Yesterday, as I was escorting a friend out our front door I spy an empty banana peel basking in the sun on our porch railing. Now, little baby girl is still at preschool so this one is all boy (as if it is not always anyways...) Apparently, throwing snack trash up on the front porch seems to be acceptable when you are 2 runs down in the front yard World Series. But I'll have to beat that dead horse another day... So I ask - "who left the banana peel outside?" and then heard a chorus of "not meeeee"s.
To which my friend says, "Oh... Notmee lives at your house too??" Clever.
As I told my mom this, she said "And if you ever find Everybody, he's in trouble too". Truth be told, I think my aunt has made the statement, "If she ever finds Everybody, she's gonna kill 'em".

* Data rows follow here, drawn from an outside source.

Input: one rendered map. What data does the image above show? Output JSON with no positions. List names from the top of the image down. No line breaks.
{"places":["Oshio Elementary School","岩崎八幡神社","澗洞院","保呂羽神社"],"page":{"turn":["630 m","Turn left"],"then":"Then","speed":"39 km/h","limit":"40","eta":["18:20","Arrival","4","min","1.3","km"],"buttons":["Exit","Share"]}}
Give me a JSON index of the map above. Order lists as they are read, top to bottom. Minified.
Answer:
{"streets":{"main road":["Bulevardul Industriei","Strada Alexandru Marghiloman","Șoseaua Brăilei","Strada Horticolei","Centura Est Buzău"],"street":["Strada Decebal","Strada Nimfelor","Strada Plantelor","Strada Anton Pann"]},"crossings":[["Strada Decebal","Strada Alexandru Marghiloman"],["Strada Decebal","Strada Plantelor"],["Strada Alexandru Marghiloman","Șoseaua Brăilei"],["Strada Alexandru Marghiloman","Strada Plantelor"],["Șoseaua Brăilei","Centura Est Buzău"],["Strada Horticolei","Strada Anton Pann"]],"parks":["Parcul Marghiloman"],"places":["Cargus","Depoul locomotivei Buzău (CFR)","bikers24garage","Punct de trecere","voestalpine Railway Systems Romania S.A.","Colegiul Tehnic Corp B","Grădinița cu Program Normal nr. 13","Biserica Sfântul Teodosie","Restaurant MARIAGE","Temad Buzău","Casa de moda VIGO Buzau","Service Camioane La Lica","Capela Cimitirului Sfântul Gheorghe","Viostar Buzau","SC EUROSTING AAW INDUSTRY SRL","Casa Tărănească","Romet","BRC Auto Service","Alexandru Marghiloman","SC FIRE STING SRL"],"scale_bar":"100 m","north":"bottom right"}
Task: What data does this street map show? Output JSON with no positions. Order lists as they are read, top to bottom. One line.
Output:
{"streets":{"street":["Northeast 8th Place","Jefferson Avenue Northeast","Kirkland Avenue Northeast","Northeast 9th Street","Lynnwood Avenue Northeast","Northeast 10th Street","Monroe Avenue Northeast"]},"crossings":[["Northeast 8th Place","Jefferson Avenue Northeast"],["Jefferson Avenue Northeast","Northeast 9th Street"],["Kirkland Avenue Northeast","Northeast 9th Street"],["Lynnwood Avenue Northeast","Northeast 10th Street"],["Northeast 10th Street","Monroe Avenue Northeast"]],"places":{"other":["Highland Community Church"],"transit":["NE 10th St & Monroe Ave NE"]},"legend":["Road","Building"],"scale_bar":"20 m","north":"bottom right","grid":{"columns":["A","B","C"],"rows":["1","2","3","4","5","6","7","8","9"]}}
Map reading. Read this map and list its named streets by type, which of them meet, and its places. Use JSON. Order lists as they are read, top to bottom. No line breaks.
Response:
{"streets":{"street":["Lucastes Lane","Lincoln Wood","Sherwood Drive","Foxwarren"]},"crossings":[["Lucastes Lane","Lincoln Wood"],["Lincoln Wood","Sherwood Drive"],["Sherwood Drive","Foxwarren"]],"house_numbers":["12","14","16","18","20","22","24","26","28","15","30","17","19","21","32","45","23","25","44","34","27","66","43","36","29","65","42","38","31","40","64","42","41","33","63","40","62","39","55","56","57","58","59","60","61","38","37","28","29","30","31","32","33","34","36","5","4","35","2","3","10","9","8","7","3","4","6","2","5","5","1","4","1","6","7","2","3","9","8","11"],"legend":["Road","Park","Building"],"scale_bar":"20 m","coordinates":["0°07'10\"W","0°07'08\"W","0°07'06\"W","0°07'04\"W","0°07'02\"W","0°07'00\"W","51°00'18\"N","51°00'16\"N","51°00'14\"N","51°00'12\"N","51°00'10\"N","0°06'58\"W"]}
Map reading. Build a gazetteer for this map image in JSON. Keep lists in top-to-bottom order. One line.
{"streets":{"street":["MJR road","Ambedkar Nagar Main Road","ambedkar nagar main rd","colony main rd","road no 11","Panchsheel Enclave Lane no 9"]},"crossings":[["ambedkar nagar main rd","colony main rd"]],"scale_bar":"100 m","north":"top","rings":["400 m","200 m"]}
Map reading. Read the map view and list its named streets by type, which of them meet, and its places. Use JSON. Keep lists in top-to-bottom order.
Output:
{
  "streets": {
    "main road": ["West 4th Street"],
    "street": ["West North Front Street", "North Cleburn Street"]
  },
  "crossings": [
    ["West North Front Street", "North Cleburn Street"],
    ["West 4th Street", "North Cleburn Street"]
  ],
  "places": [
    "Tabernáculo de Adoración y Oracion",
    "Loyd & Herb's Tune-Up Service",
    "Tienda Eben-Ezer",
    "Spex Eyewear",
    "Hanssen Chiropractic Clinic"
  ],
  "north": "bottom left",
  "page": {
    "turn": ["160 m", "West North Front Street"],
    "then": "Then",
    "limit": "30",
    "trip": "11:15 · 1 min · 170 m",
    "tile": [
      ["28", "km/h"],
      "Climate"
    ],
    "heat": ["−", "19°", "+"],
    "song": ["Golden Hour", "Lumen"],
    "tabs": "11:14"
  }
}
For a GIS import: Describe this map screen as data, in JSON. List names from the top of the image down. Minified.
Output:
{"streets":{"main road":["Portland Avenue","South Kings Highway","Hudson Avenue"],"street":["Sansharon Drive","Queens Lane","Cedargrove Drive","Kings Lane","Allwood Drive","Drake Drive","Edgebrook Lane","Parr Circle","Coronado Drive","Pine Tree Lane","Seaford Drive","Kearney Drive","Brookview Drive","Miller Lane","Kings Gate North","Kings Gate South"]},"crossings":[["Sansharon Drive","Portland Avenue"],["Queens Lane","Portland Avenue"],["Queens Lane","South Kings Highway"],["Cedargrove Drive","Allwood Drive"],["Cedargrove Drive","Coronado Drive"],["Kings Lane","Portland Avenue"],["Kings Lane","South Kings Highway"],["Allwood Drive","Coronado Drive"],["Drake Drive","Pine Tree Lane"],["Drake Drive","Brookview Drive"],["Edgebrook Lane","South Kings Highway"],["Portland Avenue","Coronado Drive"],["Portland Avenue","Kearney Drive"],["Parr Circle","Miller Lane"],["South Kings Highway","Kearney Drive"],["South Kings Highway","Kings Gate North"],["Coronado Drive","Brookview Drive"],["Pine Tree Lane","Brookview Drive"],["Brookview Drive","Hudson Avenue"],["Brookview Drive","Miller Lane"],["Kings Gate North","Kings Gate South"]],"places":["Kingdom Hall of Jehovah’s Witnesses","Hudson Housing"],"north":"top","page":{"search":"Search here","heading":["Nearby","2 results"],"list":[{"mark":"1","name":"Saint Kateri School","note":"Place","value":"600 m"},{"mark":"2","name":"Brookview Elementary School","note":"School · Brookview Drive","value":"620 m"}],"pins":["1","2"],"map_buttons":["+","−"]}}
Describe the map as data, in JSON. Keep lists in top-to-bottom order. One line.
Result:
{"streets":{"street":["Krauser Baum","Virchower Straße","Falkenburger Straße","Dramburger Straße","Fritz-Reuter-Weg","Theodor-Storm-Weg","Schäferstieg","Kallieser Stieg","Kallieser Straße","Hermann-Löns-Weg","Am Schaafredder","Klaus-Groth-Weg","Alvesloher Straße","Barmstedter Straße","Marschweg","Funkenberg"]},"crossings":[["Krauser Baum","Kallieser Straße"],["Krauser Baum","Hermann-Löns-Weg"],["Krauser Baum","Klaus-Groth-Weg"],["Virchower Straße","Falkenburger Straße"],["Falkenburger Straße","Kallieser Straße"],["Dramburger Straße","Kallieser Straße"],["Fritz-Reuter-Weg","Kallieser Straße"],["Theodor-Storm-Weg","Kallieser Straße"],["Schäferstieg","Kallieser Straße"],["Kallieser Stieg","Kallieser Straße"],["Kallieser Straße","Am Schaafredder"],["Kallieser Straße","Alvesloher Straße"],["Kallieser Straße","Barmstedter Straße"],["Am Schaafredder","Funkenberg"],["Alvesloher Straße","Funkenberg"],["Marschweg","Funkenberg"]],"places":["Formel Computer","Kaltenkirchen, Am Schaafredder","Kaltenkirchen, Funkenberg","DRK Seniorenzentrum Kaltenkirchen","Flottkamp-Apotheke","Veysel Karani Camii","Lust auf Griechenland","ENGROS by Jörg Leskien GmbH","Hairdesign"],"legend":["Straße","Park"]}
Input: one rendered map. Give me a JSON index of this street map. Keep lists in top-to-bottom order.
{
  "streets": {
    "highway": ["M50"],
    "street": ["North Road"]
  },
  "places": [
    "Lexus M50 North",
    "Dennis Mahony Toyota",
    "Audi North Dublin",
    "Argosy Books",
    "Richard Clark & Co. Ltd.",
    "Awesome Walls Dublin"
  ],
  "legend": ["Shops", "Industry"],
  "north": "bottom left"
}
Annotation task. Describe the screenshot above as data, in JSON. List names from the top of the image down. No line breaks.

My mom was apparently a foe of Everybody back in the 90s. When Everybody gets to shave their legs, Everybody is wearing these jeans, and Everybody gets to say out until midnight.
My aunt Donna is now battling Everybody as a friend of my elderly grandmother. Everybody says she is paying too much for insurance. Everybody thinks her long, unkempt hair looks beautiful. Everybody can't believe the Drs. treat her like they do. Yeah, Donna would like to strangle Everybody cause Everybody just wont shut up.
Thank goodness, I have a few more years before the tween years, so I'm not answering the door to Everybody. Now if anybody wants to take Ididn't or Inaminute, I'll gladly pay the bus fair to kick those lazy jokers out.